Dwarf Crocodiles tend to breed during the start of the wet season when a male crocodile will mate with many female crocodiles that share his region. The female crocodiles later create a nest by dragging decaying vegetation together in order to prepare a mound where female animal lays up to 20 eggs.
The maximum length of the animal seen is 1.6 meters and till now, the biggest known individuals attained a maximum length of 1.9 meters. Their body is of black color with a yellowish base and is secured by strong, resistant scales which not only defend it from harm but even defend them from getting scorched by the sun.
Their nostrils and eyes are positioned on the top side of their heads to allow the animal to watch and breathe whereas the remaining body part is submerged, enabling it to look for predators completely hidden.
Dwarf crocodiles could survive 75 years in the wild.
The animal sometimes faces issue with heart ailments.

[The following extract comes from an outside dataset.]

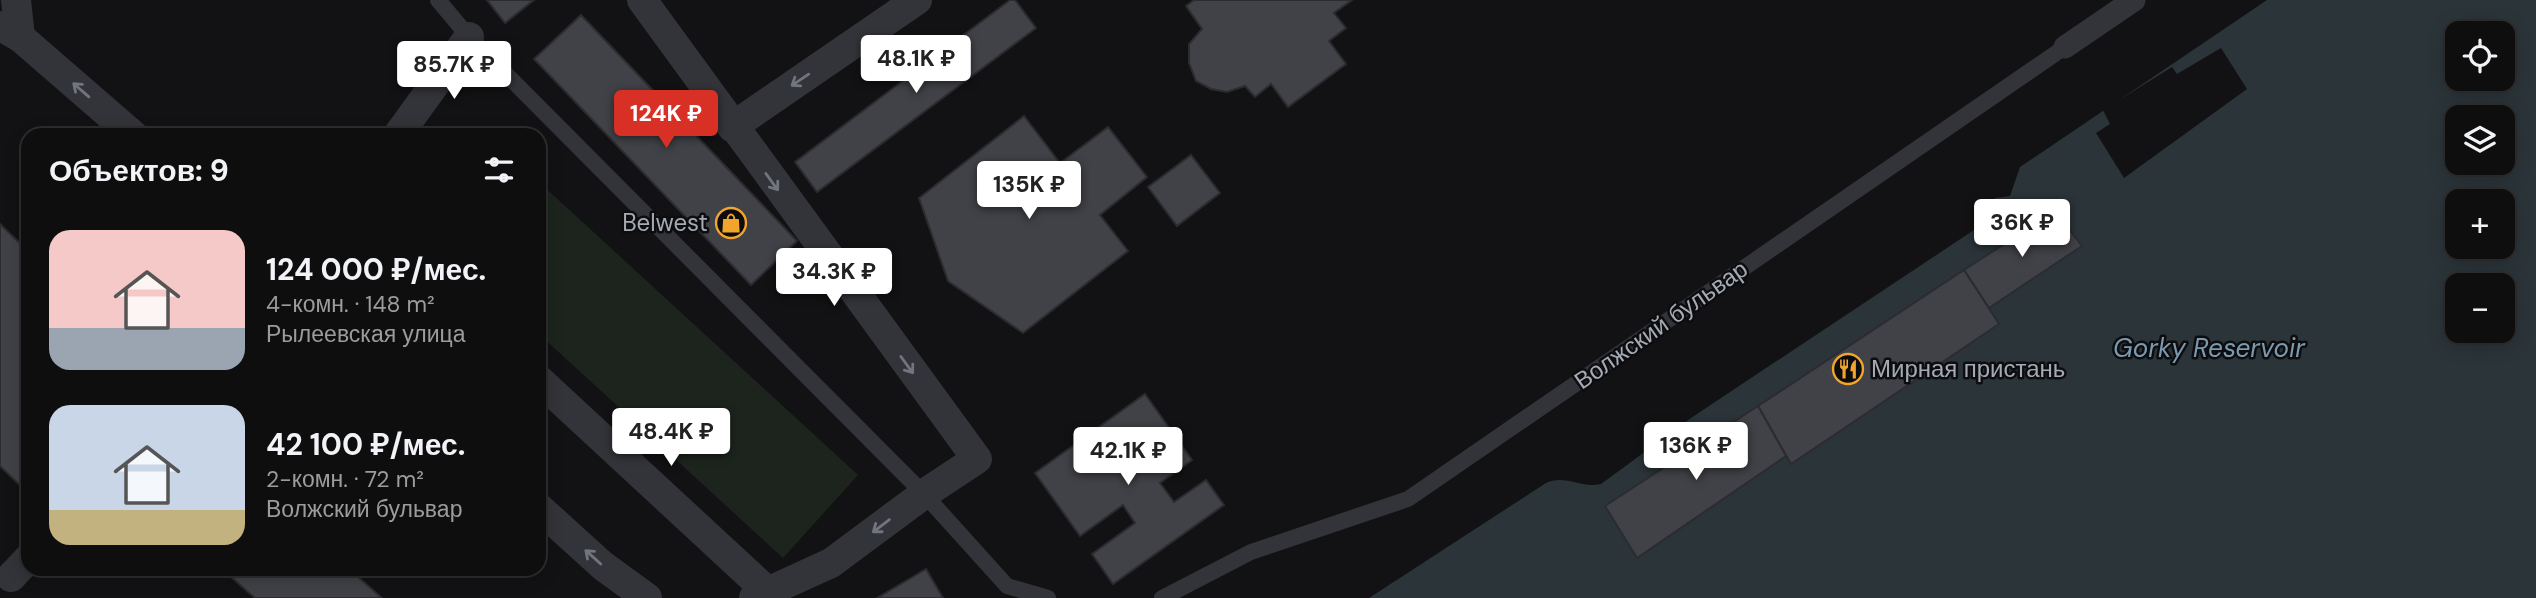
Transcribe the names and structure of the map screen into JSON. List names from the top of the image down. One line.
{"streets":{"street":["Волжский бульвар"]},"water":["Gorky Reservoir"],"places":{"shop":["Belwest"],"restaurant":["Мирная пристань"]},"page":{"map_buttons":["+","−"],"price":["48.1K ₽","85.7K ₽","124K ₽","135K ₽","36K ₽","34.3K ₽","48.4K ₽","136K ₽","42.1K ₽"],"heading":"Объектов: 9","list":[{"name":"124 000 ₽/мес.","note":"4-комн. · 148 m² · Рылеевская улица"},{"name":"42 100 ₽/мес.","note":"2-комн. · 72 m² · Волжский бульвар"}]}}
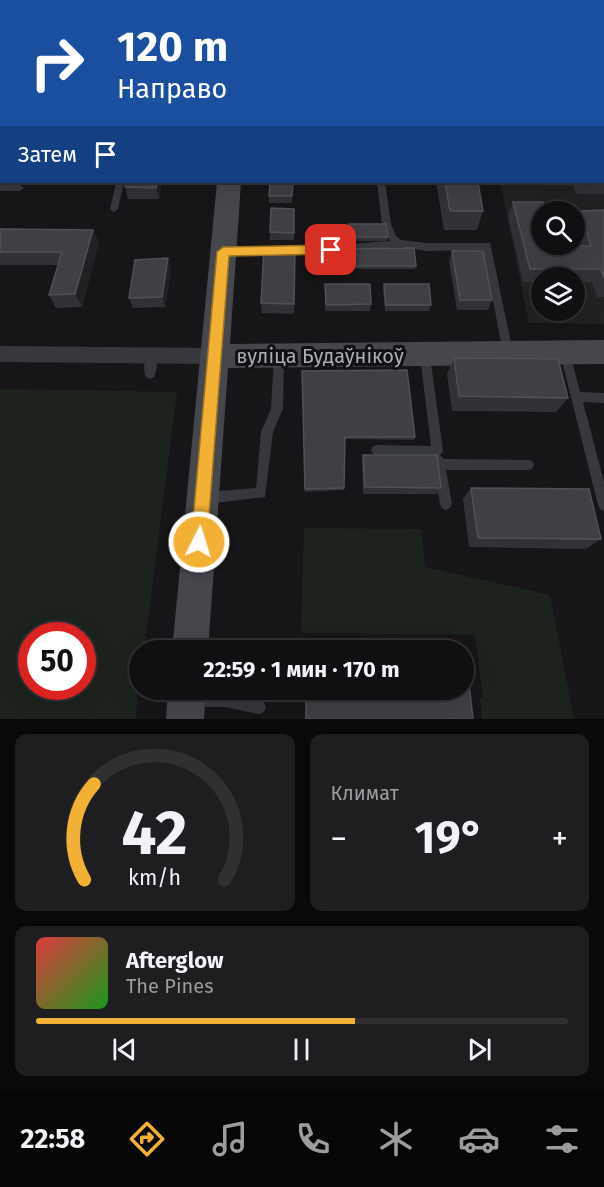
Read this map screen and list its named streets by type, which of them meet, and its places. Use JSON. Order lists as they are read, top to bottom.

Also, due to their small size, their tails are prone to damage and infections. In few of these crocodiles, breathing issues have been found.
Dwarf Crocodile Characteristics
- Due to the tiny size and sharp vulnerability to predation, these crocodiles possess deeply armoured neck, tail, and back. They too have osteoderms on their abdomen and below the neck.
- Shy by nature, these crocodiles are slow moving animal and do not prefer to lie around as other crocodiles do.
- They are basically a cold-blooded type of animal which means that they need to sunbathe to heat their body to provide it the energy to pursue, and dive in the water to cool down the body.
- While they are in the water, crocodiles descend their bodies underneath the surface by keeping their nostrils and eyes on ground so they are capable to conceal from possible preys and trap unwary prey.
- The tiny size and non-aggressive type of nature of the animal lets its capture and move relatively simple, and hence it is the greatest heavily hunted crocodile present in the region.
- The dwarf crocodile generally nests in mounds of plants around water, and it is mainly dependent on the heat produced by the decomposing vegetation to hatch its tiny clutch of eggs.
- They hatch up to 20 eggs simultaneously.